**DATA PROVIDED:**
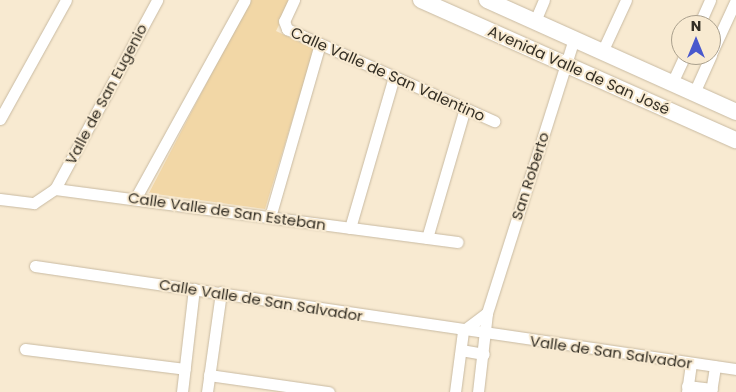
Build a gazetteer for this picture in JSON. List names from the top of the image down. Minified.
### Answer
{"streets":{"street":["Avenida Valle de San José","Calle Valle de San Valentino","Valle de San Eugenio","San Roberto","Calle Valle de San Esteban","Calle Valle de San Salvador","Valle de San Salvador"]},"crossings":[["Avenida Valle de San José","San Roberto"],["Valle de San Eugenio","Calle Valle de San Esteban"],["San Roberto","Calle Valle de San Salvador"],["San Roberto","Valle de San Salvador"],["Calle Valle de San Salvador","Valle de San Salvador"]],"north":"top"}
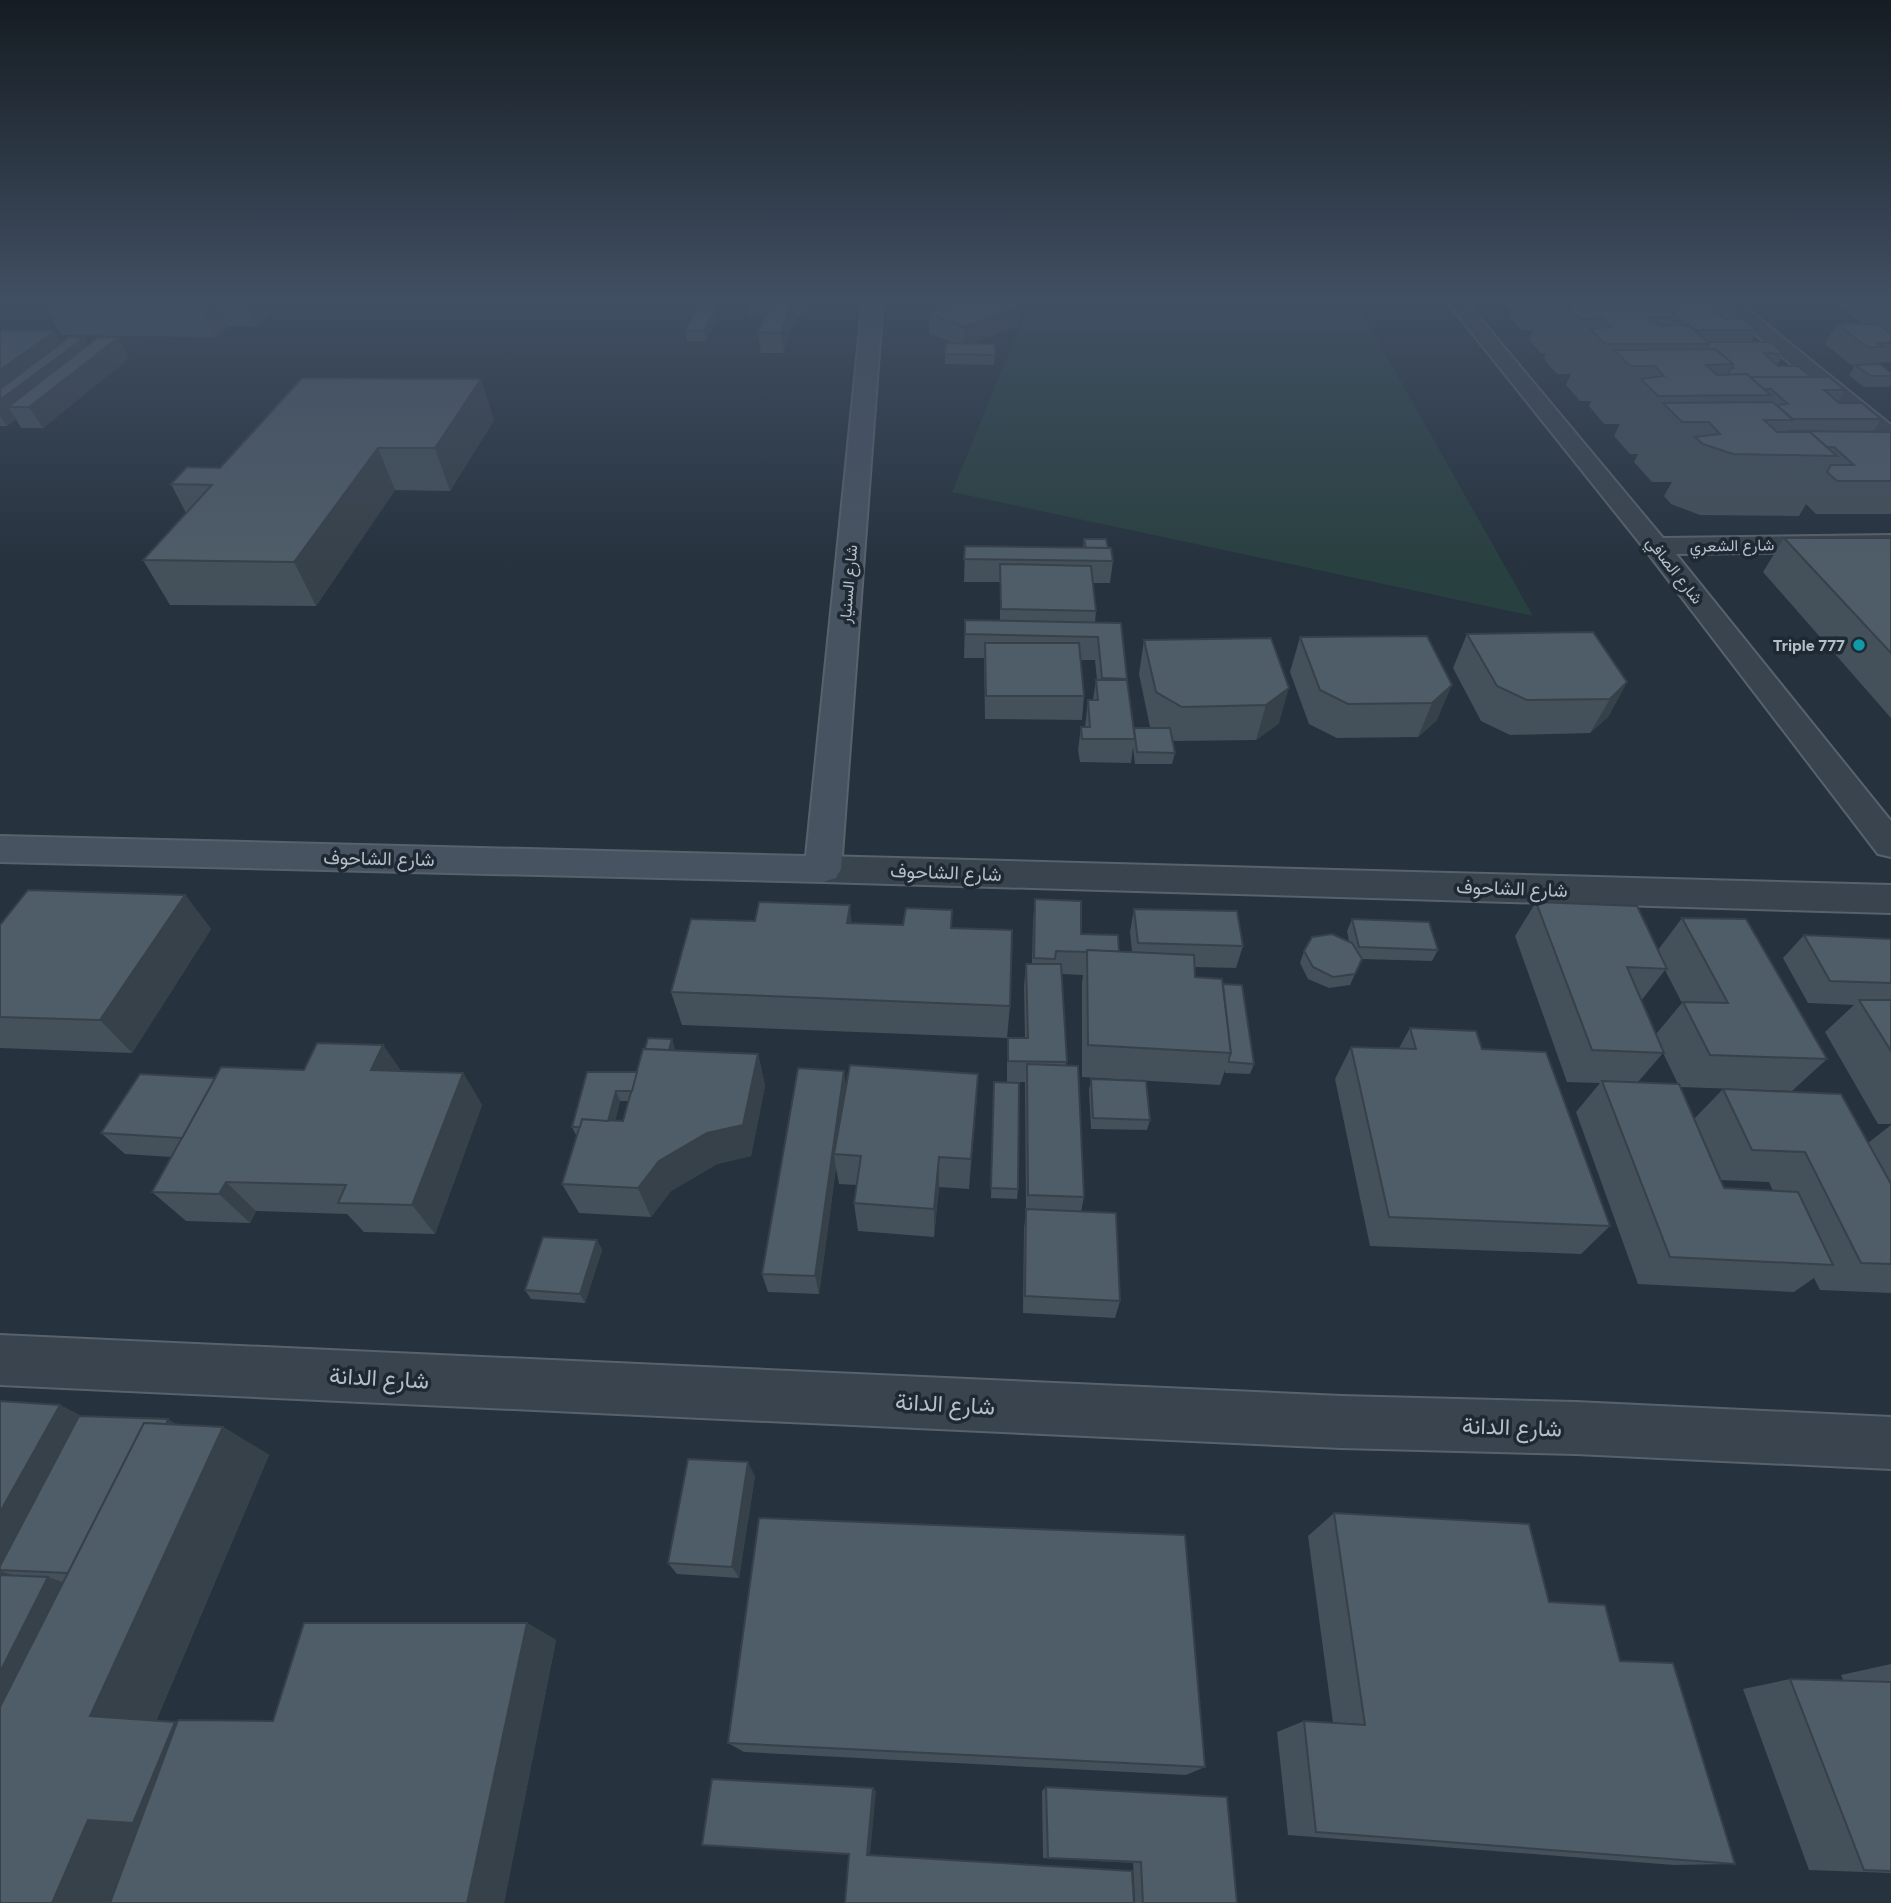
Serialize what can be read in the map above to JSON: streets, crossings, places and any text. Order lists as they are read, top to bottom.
{
  "streets": {
    "street": [
      "شارع الشعري",
      "شارع الصافي",
      "شارع السنيار",
      "شارع الشاحوف",
      "شارع الدانة"
    ]
  },
  "crossings": [
    ["شارع الشعري", "شارع الصافي"],
    ["شارع السنيار", "شارع الشاحوف"]
  ],
  "places": ["Triple 777"]
}
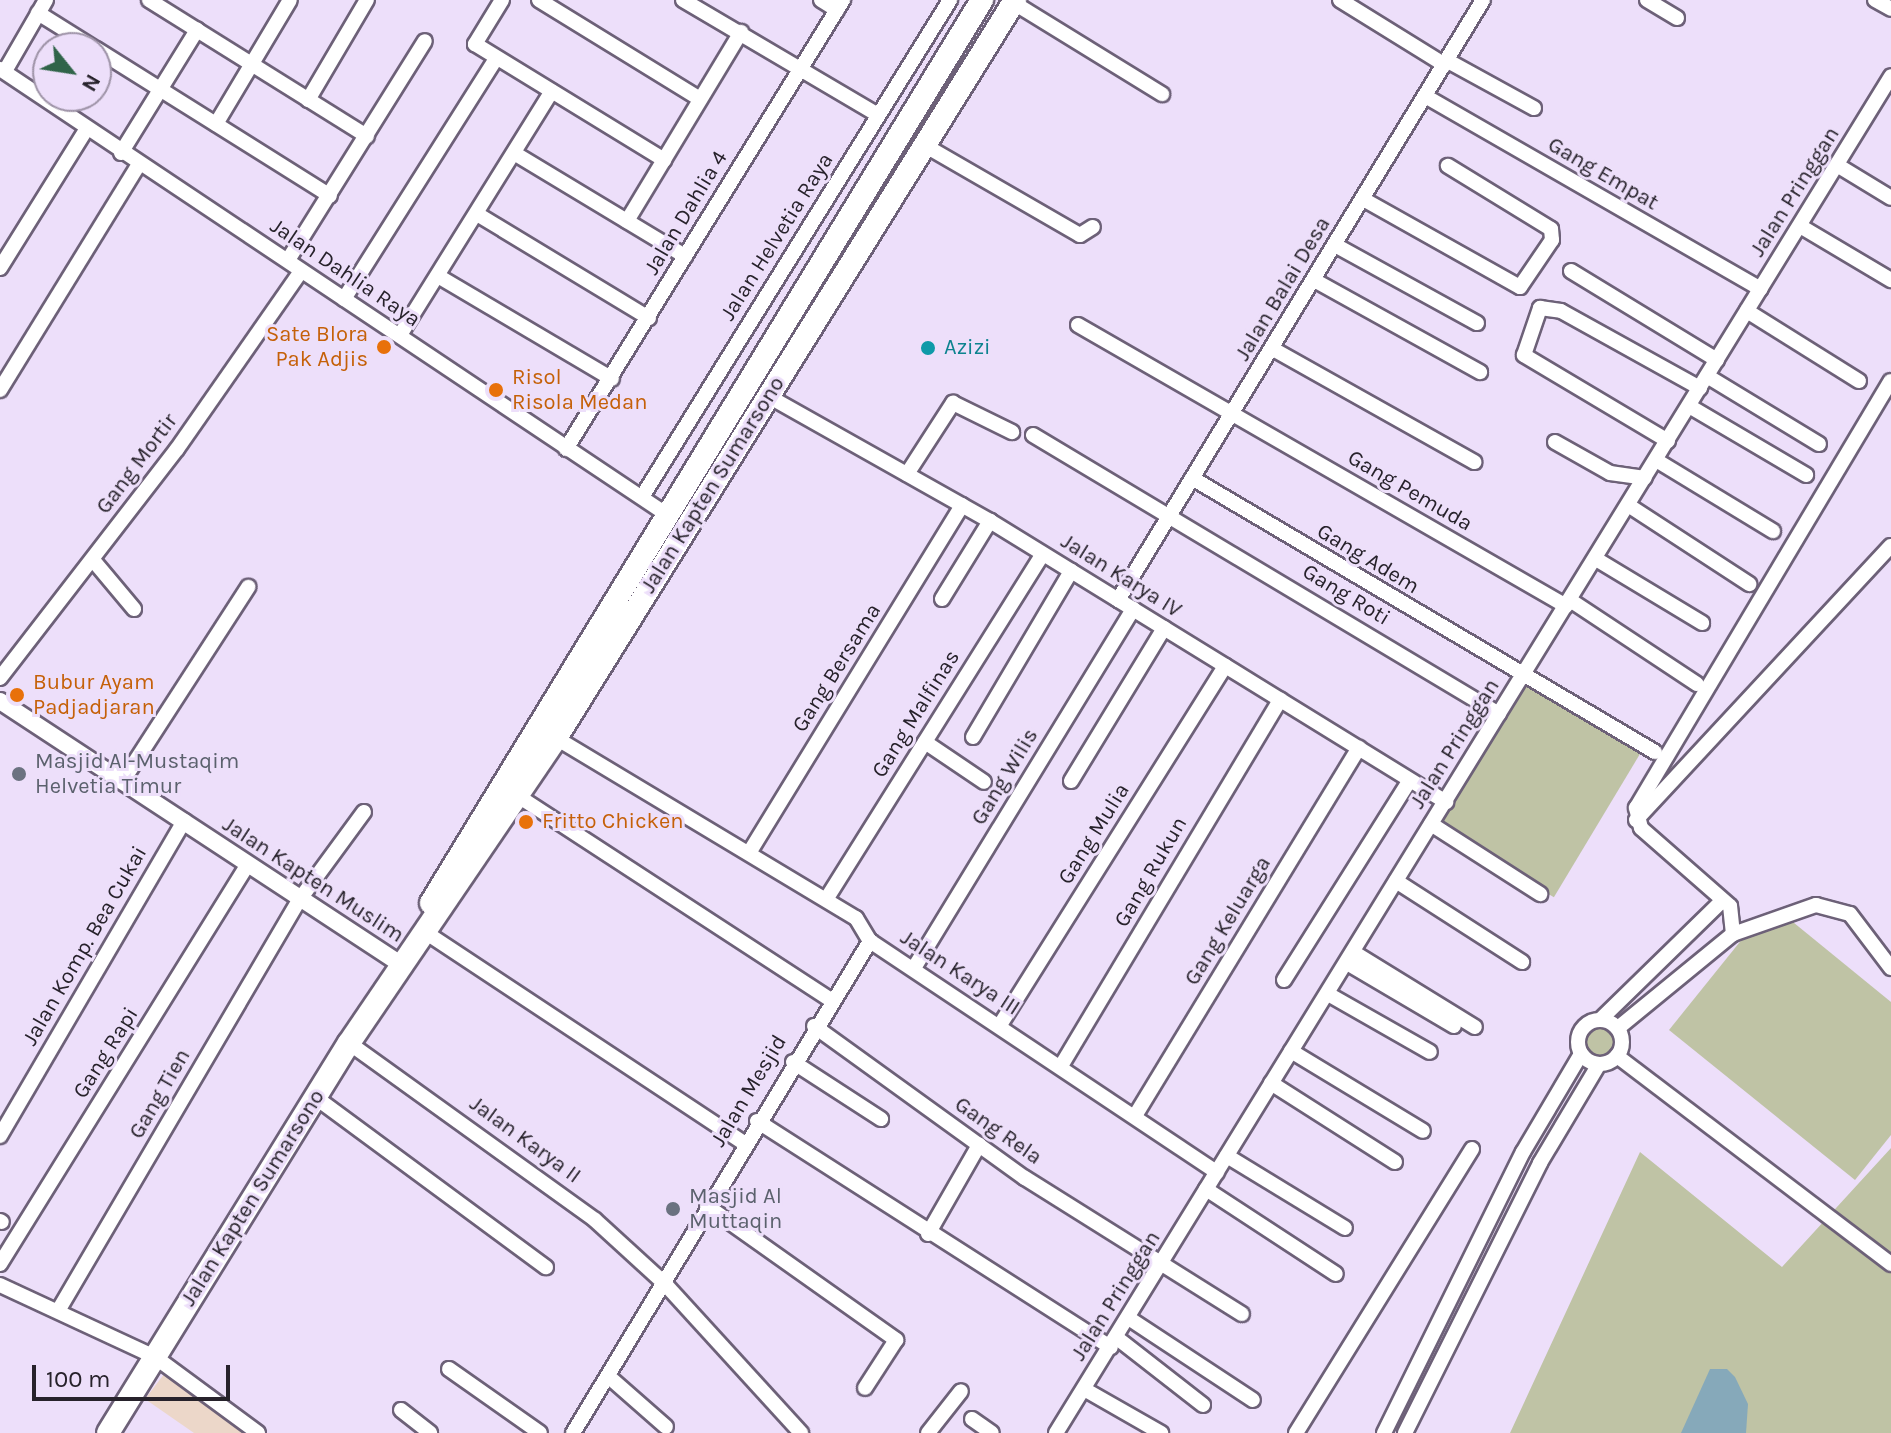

**YOUR ASSIGNMENT:**
Repeat word for word the lines starting at the one with "Serialize what can" and ending at the final line of the records above, both included; no pictures.

**WRITTEN ANSWER:**
Serialize what can be read in the map above to JSON: streets, crossings, places and any text. Order lists as they are read, top to bottom.
{
  "streets": {
    "street": [
      "شارع الشعري",
      "شارع الصافي",
      "شارع السنيار",
      "شارع الشاحوف",
      "شارع الدانة"
    ]
  },
  "crossings": [
    ["شارع الشعري", "شارع الصافي"],
    ["شارع السنيار", "شارع الشاحوف"]
  ],
  "places": ["Triple 777"]
}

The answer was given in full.